Stored records:
※ ※ ※

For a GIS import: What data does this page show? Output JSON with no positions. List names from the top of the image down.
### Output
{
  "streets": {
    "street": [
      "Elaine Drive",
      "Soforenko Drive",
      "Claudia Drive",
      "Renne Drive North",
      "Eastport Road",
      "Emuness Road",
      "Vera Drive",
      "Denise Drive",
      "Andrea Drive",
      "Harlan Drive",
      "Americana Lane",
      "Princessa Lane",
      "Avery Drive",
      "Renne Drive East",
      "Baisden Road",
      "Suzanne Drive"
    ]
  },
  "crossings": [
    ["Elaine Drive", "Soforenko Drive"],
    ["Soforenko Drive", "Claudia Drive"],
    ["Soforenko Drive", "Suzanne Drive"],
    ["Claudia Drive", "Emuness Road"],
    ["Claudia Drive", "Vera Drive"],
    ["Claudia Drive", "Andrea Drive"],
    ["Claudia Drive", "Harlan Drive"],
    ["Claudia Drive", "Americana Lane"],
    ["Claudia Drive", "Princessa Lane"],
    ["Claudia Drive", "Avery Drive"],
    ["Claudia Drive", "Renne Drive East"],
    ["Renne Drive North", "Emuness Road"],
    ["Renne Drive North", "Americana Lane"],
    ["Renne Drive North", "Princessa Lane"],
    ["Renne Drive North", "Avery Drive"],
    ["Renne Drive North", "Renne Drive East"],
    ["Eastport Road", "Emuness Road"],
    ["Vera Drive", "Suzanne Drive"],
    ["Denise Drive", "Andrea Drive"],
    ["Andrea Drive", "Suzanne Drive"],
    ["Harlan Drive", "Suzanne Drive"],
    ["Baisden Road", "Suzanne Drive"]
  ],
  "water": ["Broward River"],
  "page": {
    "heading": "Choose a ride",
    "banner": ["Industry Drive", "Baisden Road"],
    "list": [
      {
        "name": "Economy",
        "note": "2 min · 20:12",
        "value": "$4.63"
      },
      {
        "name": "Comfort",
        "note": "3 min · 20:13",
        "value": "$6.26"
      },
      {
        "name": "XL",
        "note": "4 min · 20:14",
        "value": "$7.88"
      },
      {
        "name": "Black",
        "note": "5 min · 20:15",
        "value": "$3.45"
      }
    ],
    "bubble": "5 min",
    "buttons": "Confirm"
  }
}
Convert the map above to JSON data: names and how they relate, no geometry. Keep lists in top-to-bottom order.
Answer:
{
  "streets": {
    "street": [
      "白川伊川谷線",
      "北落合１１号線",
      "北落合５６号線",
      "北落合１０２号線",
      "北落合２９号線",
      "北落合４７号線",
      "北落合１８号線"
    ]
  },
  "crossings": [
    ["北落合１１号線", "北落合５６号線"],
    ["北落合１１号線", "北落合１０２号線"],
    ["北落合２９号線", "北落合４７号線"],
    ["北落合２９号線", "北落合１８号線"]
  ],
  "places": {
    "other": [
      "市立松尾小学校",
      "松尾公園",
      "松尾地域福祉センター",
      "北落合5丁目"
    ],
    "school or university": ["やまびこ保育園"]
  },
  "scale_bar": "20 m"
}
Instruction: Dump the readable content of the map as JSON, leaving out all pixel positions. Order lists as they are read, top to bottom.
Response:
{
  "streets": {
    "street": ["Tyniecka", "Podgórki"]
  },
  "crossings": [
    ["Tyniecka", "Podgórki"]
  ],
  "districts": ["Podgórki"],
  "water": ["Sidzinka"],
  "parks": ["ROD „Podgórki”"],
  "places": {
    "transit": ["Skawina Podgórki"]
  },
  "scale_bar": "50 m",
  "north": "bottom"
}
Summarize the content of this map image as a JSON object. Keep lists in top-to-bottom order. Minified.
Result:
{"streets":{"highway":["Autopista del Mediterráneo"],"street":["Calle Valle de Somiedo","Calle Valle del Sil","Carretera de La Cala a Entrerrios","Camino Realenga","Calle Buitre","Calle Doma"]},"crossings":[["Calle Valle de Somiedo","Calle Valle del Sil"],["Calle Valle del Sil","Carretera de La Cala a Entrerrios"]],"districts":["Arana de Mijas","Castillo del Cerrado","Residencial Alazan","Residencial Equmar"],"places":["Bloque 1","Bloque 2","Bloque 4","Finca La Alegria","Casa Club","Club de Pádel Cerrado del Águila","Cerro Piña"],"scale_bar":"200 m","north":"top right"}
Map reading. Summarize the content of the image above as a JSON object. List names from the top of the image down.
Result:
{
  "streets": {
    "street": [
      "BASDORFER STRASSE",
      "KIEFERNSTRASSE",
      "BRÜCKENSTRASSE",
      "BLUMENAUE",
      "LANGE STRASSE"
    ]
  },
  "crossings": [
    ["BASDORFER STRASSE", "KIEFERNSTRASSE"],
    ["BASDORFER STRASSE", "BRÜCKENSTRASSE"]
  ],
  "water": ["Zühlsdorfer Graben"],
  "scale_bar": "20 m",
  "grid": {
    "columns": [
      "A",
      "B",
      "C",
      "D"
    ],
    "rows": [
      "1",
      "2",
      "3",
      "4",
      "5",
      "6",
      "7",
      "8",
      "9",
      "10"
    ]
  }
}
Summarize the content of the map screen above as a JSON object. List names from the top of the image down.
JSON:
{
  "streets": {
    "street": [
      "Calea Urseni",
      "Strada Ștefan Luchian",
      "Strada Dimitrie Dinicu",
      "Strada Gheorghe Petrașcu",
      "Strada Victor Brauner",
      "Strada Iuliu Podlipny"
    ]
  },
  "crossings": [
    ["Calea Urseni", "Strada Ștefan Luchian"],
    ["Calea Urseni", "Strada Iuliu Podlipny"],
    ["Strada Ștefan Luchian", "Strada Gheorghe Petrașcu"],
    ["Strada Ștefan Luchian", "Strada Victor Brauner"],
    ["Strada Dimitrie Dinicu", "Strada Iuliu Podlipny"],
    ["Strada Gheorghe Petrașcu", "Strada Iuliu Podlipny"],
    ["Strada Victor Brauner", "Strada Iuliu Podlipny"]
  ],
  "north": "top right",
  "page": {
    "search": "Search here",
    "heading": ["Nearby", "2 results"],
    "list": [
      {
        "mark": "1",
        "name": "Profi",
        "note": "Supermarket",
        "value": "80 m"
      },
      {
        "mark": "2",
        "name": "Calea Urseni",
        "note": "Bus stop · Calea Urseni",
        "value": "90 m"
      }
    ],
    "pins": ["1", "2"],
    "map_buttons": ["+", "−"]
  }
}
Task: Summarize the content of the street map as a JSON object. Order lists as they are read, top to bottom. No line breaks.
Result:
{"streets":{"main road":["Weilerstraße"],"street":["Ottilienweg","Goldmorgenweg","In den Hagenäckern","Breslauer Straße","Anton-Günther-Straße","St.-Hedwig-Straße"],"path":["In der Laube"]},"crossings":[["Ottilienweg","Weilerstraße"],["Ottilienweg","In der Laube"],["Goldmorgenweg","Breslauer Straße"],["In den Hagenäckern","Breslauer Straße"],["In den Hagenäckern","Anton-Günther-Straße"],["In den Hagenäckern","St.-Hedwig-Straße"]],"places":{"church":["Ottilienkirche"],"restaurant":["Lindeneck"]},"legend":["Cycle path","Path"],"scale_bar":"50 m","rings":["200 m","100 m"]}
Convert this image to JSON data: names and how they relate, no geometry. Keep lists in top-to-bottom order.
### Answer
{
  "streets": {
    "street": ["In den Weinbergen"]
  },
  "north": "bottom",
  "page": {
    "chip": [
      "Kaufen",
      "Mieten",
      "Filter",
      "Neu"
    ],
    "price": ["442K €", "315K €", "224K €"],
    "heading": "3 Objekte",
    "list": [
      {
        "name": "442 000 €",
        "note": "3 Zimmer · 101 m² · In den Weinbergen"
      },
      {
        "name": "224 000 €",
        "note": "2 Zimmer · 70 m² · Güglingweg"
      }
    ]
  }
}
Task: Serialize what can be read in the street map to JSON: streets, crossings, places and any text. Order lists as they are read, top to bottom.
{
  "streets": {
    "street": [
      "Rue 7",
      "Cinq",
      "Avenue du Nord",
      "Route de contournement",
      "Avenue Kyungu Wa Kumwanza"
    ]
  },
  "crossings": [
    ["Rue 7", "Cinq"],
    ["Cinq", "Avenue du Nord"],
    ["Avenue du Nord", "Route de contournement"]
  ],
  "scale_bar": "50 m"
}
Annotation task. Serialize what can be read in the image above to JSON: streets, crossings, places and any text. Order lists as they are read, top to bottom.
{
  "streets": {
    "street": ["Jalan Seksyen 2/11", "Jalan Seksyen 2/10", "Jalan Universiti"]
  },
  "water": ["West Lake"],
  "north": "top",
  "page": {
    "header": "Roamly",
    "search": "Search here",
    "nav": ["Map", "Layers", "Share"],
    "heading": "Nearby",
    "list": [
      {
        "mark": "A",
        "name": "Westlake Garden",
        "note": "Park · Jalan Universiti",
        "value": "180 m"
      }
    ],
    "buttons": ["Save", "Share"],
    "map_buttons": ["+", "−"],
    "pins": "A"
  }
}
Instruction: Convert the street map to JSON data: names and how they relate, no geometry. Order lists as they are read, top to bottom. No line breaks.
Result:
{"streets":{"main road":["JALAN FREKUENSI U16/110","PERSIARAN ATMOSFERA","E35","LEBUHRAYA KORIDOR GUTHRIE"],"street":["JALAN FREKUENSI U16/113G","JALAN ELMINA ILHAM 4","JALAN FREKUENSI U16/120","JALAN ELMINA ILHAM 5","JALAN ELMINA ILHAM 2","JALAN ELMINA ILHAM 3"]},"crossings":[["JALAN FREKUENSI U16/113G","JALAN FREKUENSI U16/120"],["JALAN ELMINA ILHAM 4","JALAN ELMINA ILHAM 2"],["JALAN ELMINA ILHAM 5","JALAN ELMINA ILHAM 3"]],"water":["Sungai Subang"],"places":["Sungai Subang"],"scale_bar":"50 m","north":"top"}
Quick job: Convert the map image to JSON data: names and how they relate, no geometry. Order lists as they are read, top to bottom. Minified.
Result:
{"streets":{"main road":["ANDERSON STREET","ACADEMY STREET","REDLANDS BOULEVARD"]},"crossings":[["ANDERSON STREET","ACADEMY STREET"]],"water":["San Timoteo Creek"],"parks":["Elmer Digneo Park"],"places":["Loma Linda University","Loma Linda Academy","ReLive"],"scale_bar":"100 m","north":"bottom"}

※ ※ ※

*WHAT THE TASK REQUIRES*: Going through the records above, state how many lines include the word "from", and give no other text.

*SOLVED PROBLEM*: 3